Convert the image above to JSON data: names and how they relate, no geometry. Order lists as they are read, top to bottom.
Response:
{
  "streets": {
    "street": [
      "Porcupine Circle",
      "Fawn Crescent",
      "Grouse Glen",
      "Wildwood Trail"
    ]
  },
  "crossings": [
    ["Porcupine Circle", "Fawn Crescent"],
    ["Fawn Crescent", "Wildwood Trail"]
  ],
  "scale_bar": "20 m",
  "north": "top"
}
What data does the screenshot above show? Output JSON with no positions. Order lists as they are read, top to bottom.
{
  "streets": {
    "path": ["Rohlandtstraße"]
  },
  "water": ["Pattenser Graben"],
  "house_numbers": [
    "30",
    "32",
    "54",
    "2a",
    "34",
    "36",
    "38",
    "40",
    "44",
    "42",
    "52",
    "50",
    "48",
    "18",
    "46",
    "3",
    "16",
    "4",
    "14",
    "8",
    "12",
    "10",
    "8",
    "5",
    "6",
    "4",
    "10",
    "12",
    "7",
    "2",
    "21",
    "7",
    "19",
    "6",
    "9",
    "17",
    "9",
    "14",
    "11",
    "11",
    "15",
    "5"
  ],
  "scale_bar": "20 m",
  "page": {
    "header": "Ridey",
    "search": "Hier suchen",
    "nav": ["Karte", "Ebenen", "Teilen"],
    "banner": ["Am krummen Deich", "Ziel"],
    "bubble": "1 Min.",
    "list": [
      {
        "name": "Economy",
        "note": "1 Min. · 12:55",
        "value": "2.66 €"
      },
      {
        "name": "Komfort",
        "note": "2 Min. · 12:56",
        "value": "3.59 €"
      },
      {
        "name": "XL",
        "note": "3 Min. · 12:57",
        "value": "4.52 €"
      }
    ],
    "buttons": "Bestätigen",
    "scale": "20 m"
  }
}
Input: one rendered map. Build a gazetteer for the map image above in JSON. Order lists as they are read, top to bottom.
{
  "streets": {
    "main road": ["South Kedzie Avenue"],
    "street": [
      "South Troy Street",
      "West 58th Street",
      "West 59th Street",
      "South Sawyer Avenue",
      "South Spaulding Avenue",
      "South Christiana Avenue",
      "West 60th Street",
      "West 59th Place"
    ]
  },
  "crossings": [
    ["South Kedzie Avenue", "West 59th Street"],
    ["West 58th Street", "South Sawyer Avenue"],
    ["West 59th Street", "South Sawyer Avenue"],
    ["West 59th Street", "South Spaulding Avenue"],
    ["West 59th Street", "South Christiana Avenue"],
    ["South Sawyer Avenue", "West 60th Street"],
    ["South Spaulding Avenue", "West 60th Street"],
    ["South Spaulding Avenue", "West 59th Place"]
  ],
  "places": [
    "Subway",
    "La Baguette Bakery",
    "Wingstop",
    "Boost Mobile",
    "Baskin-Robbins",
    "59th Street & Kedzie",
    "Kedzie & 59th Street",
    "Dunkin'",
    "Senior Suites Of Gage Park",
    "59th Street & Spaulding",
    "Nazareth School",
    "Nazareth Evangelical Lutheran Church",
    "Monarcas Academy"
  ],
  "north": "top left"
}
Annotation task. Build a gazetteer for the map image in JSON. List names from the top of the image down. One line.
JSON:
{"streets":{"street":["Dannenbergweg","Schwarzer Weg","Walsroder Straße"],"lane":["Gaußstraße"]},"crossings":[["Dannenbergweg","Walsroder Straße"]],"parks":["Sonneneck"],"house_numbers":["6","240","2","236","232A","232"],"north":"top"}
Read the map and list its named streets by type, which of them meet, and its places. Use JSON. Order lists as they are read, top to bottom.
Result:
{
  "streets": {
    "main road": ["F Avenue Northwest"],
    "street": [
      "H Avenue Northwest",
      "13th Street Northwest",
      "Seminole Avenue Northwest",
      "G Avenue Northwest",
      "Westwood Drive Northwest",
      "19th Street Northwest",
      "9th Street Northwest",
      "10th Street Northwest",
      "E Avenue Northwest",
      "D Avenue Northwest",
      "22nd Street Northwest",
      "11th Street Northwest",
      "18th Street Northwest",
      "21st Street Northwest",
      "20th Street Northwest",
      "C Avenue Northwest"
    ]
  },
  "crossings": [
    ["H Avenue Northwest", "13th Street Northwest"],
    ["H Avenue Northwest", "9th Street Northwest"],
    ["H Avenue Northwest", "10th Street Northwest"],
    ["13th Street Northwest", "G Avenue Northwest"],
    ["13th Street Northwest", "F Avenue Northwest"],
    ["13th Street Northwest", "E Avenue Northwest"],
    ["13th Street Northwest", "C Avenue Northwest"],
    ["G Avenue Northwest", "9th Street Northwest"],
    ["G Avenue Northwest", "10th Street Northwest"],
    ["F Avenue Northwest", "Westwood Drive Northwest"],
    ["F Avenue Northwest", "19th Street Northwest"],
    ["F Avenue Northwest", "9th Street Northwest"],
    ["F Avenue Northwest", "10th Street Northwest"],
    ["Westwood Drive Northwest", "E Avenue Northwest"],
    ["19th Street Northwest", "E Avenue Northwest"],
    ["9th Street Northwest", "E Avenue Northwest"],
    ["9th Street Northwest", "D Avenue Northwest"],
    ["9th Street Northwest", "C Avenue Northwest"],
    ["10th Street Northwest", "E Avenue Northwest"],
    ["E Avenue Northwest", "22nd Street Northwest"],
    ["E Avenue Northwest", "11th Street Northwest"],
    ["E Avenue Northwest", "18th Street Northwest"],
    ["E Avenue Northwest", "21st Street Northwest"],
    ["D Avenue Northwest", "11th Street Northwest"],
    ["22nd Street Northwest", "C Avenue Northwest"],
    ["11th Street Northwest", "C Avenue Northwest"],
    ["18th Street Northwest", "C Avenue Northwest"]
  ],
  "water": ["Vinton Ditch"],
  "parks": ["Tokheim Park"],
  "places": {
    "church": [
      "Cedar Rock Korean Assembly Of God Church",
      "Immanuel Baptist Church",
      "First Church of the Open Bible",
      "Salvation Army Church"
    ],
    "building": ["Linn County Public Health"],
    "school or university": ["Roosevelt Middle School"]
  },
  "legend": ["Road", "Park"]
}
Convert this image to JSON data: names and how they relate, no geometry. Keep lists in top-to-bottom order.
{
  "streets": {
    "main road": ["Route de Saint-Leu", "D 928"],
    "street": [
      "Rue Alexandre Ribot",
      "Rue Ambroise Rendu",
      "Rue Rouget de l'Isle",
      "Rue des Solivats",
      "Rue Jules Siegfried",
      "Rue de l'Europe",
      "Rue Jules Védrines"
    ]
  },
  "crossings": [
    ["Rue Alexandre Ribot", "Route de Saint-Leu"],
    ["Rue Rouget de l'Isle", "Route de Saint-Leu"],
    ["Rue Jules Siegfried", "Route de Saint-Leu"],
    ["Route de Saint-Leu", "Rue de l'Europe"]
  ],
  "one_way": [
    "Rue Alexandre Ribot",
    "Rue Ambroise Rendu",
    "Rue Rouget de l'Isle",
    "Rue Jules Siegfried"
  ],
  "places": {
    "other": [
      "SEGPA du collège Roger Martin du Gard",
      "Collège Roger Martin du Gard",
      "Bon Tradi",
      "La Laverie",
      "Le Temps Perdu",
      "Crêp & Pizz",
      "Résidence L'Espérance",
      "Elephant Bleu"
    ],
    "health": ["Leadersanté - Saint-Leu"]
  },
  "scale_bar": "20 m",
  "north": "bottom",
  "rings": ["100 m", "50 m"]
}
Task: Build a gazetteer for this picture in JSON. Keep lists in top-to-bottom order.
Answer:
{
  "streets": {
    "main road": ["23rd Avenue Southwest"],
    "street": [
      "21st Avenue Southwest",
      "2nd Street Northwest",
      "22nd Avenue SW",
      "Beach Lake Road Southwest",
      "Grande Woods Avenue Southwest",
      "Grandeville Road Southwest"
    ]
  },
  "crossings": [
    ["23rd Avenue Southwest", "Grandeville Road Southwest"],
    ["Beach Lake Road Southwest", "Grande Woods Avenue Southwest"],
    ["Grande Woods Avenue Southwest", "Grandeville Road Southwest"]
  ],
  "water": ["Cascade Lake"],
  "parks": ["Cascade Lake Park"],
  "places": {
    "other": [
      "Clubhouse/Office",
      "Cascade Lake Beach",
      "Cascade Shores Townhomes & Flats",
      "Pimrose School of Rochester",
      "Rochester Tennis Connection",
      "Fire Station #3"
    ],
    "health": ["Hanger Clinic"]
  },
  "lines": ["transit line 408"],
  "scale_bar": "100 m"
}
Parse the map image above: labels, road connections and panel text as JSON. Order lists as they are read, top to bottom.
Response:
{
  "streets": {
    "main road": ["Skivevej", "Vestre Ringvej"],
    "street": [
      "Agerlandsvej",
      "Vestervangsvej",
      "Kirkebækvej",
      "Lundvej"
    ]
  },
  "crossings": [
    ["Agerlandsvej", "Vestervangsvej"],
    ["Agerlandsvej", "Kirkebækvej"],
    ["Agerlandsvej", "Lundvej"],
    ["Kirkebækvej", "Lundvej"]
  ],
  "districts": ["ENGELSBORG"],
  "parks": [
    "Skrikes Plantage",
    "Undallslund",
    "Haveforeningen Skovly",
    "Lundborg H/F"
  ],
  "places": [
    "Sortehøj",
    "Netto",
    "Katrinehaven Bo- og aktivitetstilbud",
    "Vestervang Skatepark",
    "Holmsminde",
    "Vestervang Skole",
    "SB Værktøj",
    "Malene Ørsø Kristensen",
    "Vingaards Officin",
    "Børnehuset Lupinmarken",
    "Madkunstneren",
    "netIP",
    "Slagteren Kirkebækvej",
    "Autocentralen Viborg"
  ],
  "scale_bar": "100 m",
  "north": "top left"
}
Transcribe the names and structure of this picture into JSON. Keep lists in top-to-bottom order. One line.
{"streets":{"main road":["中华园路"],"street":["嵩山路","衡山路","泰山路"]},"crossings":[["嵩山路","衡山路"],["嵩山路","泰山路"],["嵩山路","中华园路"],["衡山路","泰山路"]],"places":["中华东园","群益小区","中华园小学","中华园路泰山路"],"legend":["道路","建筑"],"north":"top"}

::::::::::

[To do] Among the lines above, return those that hold the word "Spaulding".

[Reply]
      "South Spaulding Avenue",
    ["West 59th Street", "South Spaulding Avenue"],
    ["South Spaulding Avenue", "West 60th Street"],
    ["South Spaulding Avenue", "West 59th Place"]
    "59th Street & Spaulding",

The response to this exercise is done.